In Blackfriars we follow the medieval practice of creeping to the Cross which involves three prostrations as we approach the Cross to venerate it. Again, St Dominic's Nine Ways tells us that he would perform the prostration "to teach the brethren with what reverence they ought to pray", for this was the posture of adoration. This, then, is the posture befitting a creature before God, and so, the prostration shows justice restored, making right what humankind, by their sinfulness and rebellious pride, had done wrong. Thus we express now, before the Tree of Life, the humility and obedience that our ancestors, Adam and Eve, had not shown before that Tree of the Knowledge of Good and Evil in Eden. And so, creation is restored to its proper order.

However, it is not sinful humankind that restores justice and puts right its relationship with God. It is not we who have humbled ourselves before God and merited His forgiveness. None of this is our doing. As the liturgy proclaims in these days, Christus factus est pro nobis..., 'Christ for our sake became obedient unto death, even death on a Cross'. And this is what the Good Friday liturgy recounts. The prostrations symbolise the humbling of Jesus Christ, our God who became Man because of His love for us, and who suffered and died for our sake. Through His profound humility and obedience shown on the Cross, He has restored order to His creation and won for us and for all people, God's forgiveness and salvation. And so, this Friday is called Good, for on this day all is made good again.
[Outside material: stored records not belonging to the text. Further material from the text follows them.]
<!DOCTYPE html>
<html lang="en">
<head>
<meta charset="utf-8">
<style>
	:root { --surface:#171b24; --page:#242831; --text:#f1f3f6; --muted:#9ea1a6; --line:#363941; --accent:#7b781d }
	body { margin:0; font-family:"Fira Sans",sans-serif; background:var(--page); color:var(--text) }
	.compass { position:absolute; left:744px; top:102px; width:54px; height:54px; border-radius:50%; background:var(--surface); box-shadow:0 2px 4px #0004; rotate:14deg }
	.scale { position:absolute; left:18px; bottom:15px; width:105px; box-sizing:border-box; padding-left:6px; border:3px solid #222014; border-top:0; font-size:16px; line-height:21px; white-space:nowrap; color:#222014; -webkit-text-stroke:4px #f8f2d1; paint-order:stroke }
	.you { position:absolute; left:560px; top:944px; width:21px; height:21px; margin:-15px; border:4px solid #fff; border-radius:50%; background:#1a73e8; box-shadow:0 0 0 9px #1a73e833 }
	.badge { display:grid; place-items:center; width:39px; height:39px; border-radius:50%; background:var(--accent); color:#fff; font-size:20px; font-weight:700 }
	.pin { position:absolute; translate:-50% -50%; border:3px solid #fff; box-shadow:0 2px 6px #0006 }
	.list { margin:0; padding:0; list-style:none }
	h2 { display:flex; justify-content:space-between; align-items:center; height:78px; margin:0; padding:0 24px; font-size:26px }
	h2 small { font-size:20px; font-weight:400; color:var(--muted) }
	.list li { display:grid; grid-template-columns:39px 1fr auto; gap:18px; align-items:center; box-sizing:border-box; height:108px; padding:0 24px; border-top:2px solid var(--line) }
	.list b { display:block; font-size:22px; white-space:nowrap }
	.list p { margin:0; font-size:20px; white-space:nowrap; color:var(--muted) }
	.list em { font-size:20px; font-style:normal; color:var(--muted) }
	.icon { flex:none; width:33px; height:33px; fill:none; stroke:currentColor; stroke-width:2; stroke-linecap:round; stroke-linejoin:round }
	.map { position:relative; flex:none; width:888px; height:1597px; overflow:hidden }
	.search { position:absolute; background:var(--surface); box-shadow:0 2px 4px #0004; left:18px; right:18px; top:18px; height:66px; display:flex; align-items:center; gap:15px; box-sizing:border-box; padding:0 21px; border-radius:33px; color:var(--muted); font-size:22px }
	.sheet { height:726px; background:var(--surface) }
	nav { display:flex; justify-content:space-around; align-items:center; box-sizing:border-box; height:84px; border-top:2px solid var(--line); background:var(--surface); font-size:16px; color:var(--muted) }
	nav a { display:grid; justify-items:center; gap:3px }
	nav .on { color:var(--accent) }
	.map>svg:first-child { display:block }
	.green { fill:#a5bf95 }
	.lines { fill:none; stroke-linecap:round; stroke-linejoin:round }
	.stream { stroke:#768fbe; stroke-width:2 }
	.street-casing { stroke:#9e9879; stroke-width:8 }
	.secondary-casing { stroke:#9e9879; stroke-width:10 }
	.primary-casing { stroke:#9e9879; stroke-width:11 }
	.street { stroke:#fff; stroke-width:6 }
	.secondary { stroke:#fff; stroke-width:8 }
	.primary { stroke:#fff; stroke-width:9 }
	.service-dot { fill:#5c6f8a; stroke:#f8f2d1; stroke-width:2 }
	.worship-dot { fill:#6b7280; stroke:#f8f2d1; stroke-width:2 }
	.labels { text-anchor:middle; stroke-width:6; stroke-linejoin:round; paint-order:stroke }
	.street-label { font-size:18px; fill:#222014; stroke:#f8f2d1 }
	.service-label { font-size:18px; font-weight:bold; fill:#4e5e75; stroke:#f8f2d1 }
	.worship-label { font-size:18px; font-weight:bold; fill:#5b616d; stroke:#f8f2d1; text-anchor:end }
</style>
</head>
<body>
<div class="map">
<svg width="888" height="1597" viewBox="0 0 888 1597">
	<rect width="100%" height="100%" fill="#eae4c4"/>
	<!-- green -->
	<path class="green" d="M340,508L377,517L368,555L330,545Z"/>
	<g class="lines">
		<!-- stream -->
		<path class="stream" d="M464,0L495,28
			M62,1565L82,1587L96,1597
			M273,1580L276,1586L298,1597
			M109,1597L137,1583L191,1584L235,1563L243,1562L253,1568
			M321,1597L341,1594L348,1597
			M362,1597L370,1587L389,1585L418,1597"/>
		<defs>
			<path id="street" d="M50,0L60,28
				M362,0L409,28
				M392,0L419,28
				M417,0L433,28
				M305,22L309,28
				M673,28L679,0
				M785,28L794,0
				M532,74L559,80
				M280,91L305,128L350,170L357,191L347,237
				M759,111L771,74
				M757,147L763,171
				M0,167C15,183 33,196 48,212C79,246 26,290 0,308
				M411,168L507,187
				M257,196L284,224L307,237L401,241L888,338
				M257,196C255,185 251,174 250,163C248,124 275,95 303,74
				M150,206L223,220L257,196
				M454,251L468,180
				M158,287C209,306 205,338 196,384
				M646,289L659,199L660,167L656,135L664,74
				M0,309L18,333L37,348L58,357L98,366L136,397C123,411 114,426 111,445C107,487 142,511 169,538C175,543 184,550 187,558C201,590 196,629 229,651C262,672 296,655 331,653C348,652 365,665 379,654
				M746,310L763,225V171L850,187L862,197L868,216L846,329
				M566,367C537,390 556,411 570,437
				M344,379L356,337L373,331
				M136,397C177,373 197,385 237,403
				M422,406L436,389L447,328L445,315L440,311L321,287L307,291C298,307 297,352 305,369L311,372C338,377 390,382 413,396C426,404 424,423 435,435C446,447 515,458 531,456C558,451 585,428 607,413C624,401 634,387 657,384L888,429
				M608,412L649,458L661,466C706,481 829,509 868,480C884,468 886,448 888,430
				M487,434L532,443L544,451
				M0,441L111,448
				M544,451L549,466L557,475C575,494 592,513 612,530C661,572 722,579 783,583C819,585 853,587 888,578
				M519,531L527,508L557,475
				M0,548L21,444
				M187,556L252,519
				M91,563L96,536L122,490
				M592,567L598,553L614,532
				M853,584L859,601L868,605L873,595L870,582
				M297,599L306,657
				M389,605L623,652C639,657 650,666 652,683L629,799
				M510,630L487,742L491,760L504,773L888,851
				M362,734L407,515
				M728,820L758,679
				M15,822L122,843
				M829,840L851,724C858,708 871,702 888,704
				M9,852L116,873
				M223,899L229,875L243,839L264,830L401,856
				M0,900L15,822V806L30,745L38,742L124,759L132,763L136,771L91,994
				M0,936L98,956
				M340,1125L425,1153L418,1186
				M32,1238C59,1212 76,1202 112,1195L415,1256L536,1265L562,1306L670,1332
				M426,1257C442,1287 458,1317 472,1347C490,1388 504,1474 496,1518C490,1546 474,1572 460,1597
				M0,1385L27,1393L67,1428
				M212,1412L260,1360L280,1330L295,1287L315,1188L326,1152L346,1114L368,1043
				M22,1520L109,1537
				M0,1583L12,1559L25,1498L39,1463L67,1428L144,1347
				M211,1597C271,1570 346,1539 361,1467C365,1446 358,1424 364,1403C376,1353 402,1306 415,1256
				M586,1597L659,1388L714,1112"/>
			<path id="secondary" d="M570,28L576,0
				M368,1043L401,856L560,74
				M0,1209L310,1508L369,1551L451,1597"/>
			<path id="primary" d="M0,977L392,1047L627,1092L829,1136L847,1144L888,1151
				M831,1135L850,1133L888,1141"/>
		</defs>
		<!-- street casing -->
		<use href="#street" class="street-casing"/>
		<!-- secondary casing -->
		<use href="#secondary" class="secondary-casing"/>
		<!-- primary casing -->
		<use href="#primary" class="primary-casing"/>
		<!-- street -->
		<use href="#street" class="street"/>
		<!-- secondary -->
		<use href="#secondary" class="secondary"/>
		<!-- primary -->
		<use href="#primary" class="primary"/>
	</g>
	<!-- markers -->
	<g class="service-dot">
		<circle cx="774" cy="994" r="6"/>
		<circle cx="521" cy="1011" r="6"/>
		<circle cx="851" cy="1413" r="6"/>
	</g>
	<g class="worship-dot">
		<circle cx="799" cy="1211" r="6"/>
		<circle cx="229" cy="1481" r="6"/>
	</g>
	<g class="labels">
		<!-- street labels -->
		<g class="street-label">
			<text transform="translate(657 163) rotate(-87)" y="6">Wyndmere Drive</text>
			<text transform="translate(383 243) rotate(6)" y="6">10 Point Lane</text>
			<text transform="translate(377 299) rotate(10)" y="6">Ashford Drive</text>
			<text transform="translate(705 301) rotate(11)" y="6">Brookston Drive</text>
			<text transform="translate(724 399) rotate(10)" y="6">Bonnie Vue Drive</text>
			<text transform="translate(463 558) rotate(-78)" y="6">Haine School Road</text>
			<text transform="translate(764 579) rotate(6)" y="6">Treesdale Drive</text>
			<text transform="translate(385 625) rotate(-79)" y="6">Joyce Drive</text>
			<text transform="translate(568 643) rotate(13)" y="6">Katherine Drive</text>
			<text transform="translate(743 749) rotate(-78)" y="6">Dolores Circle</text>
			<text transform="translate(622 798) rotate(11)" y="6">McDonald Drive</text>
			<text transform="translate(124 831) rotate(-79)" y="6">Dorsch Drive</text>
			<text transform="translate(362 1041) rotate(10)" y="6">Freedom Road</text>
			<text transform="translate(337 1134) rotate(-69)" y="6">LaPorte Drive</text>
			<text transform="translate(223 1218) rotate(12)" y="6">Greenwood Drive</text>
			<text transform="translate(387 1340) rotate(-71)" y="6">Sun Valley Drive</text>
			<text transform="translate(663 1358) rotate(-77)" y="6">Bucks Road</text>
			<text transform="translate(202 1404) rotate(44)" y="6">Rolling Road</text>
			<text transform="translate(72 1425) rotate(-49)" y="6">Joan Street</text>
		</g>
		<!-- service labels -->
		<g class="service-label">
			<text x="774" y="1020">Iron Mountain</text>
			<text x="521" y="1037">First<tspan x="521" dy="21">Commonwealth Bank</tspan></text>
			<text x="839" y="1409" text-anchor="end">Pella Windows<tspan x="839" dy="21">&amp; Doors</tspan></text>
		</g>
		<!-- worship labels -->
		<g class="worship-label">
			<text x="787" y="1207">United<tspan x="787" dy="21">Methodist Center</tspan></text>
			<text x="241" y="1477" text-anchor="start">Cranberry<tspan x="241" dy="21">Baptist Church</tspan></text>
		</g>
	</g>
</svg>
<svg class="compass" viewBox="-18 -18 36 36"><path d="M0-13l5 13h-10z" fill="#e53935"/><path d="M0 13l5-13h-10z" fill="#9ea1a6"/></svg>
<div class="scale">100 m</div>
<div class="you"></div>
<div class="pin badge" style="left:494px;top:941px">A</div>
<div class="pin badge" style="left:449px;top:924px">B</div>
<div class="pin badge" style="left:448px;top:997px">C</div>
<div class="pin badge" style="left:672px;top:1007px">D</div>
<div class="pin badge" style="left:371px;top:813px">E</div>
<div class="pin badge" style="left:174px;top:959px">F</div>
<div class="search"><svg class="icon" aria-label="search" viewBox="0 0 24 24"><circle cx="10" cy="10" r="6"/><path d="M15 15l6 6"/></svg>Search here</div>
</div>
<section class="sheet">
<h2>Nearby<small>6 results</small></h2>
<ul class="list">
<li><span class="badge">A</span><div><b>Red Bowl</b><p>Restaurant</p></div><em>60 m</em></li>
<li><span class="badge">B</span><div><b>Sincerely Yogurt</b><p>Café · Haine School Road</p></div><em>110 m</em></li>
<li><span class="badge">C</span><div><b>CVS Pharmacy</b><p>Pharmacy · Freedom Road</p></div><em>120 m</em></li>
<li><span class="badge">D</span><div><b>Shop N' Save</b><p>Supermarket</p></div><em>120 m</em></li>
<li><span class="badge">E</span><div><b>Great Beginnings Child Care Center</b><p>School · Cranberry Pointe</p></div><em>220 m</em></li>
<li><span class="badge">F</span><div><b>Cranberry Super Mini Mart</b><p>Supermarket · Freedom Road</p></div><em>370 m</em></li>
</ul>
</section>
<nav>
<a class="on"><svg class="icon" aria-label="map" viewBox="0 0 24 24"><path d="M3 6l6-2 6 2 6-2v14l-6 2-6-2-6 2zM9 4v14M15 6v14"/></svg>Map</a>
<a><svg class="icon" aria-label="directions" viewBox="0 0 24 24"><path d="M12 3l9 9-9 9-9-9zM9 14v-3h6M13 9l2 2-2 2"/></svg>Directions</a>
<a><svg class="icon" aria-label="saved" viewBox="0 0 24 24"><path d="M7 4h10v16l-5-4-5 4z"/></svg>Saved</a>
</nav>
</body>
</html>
And the antiphon continues: Propter quod et Deus exaltavit illum..., 'Therefore God has exalted Him'. We are wont to exalt ourselves but Christ is exalted by God and raised high on the Cross, his Throne of Glory, to draw all humanity to himself. And so, we creep to the Cross, humbly approaching our humble King enthroned on the Cross, the suffering High Priest at His Cruciform Altar, and we kiss the Cross as a sign, not of betrayal (as Judas did), but of embrace, acceptance and love. Through this kiss, we signal our desire to be one with Jesus Christ, to share His humility, and so, to share the exaltation and glory of Him who is "the source of eternal salvation for all who obey Him" (Hebrews 5:9).

Lawrence Lew OP


Maureen Phoebe Ellis commented on 04-Jun-2021 04:05 PM
Delighted to find your site, and to learn of Godzdogz. As linguist anthropologist at UCL, I thrill to progressive revelation, conative kenning of evolutionary (Diogenes?) canine intelligence, the transposed 's', 'z', and rich derivation, inflection, phonological and morphological distributions which have fractured, but could with guidance provide integrity to fractured defining/divining of Go(o)d. I like to think 'humbled for a season', as in the Anglican hymn, allows us to balance Taoist yin/yang narrative gravity with Kingship, throne, empire, lord, of metaphoric, metaphysical panentheism. Reminded of William Blake's rejection of a 'creeping Jesus' ... All Go(o)d wishes.